Quote from: Leo KnightIt was one of those early dungeons, lots of long corridors, making random turns for no reason other than to waste your time, I guess so your torches burn out, or whatever. Long, loving descriptions of stonework: "This section is made of granite, finely wrought and cunningly fitted..." No encounters, no treasure, just an hour or so of wandering and looking at the walls. Yawn.
You know, that's almost sublime.
!i!
The first GM I ever gamed with was a stingy bastard who took delight in tormenting players. We always seemed to get a fraction of the recommended treasure for each encounter, and we literally crawled through the levels. NPCs refused to answer the simplest questions and seemed to take delight in being mean to us.
On the rare occasion that an adventure was actually successful, we could be guaranteed we would soon get robbed by high-level bandits and relieved of our hard-earned treasure. His favourite encounter was the Rust Monster, because he liked to rid us of all our metal equipment.
On one occasion, I remember him handing XP for our previous adventure. When one of the players announced that he now had just enough XP to go up a level, the GM decided to revise the award to be 5xp lower. We all initially thought the GM was joking, but he wasn't.
I'm thankful we never played in a high-level game... trying to cast a Wish spell would have been a nightmare.
Quote from: Tyberious FunkI'm thankful we never played in a high-level game... trying to cast a Wish spell would have been a nightmare.
"I wish this game we're playing was more fun."
!i!
Quote from: PeteExcept for hiding all of the dice rolls, I would like to play in this kind of game. I've never had a game where I had to worry about all that detail but, if done right, I think it could go a long way towards giving a game and its world verisimilitude and gravitas.
Trust me - it didn't.
Even with a very capable, detail-oriented, anal-retentive GM, it was just annoying.
-O
Hmm. Nothing as crazy as everyone else here...

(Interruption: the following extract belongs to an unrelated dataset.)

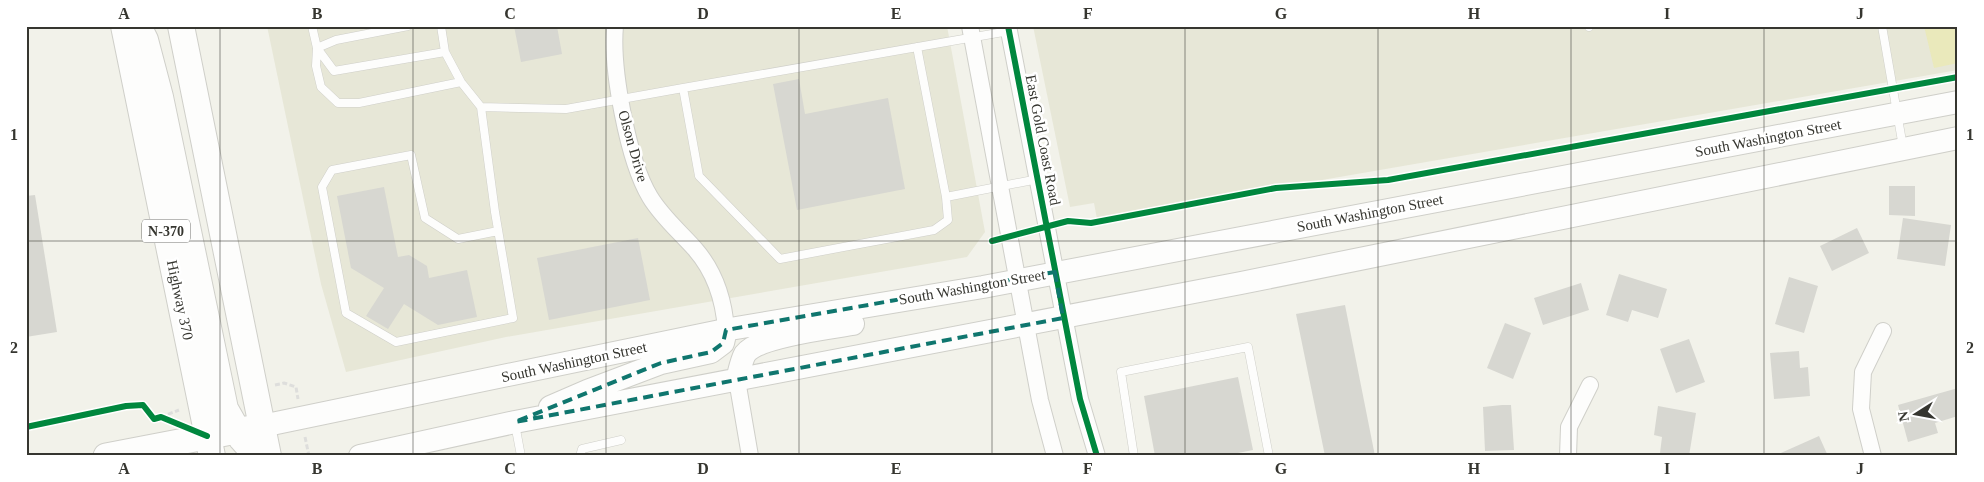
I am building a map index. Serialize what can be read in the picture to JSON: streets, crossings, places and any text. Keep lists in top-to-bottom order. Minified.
{"streets":{"highway":["N-370","Highway 370"],"main road":["South Washington Street"],"street":["East Gold Coast Road","Olson Drive"]},"crossings":[["South Washington Street","East Gold Coast Road"],["South Washington Street","Olson Drive"],["South Washington Street","Highway 370"]],"north":"left","grid":{"columns":["A","B","C","D","E","F","G","H","I","J"],"rows":["1","2"]}}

But I did play with a guy who whenever it was his turn to DM had worlds filled with crazy people. Literally. Every NPC we ever encountered was delerious, homicidal, infantile, or just plain bark at the moon crazy. Many lived within the dungeon, often setting up little businesses there... which was also a bit crazy.
In hindsight I think it was equal parts Warlock of Firetop Mountain and Luke's first encounter with Yoda from the Empire Strikes Back.
The dungeons were fun -- just a bit weird. :)
Our gm recently we had wasn't so much crazy as he was stubborn.
Example. In his world there were not glasses, even though there was grinding stones and mirrors and elaborate devices to replicate (think photocopy) things. Yet, one of the flaws you could randomly generate would get you bad vision, and no noe, no one could get glasses.
Fast forward several months later when we are going through yet another scripted duneon crawl when... low and behold we find a goblind wizard who has glasses!!! Needless to say the one character in our roup with bad vision, kindly askes the gm how much glasses were and where they could be found.
The gm frowned, realizing that the pregened fluff text defeat him had the goblin wizard came at us, and our wizard cast sleep on him (he was low enough) and down he went, with the glasses, and boom they were broken. Hind sight, we should of cast hold person first, then sleep, but some how i think the glasses would of slipped of and broken or something else.
needless to say hes not running any more dungon crawls.
Quote from: Ian Absentia"I wish this game we're playing was more fun."
!i!
Strangely enough, we actually all enjoyed the game. Of course, it was our first roleplaying experience, so we had nothing to compare it to.
At one point, one of the guys decided to start running a competing campaign. Lured by stories of treasure and magic and XP galore, I decided to give his campaign a shot. I had been warned that he used "slightly modified" rules, but wasn't entirely sure what to expect.
It was typical gonzo bullshit... pretty much what you'd expect from a bunch of power-tripping early-teens. Y'know the deal - characters wandering around with +5 magical items, slaying dragons with a single blow... that sort of stuff. But it was the character generation that took me by surprise. In addition to the usual stats, we were required to roll for penis size, sex drive, sex appeal, etc. I wasn't really sure what the point of all the additional stats, until about 20 minutes into the game when we came across our first "encounter". Basically, most of the session involved the characters hanging around bars and trying to hook up with lusty wenches. The players were then expected to give detailed descriptions of their actions, and roll accordingly.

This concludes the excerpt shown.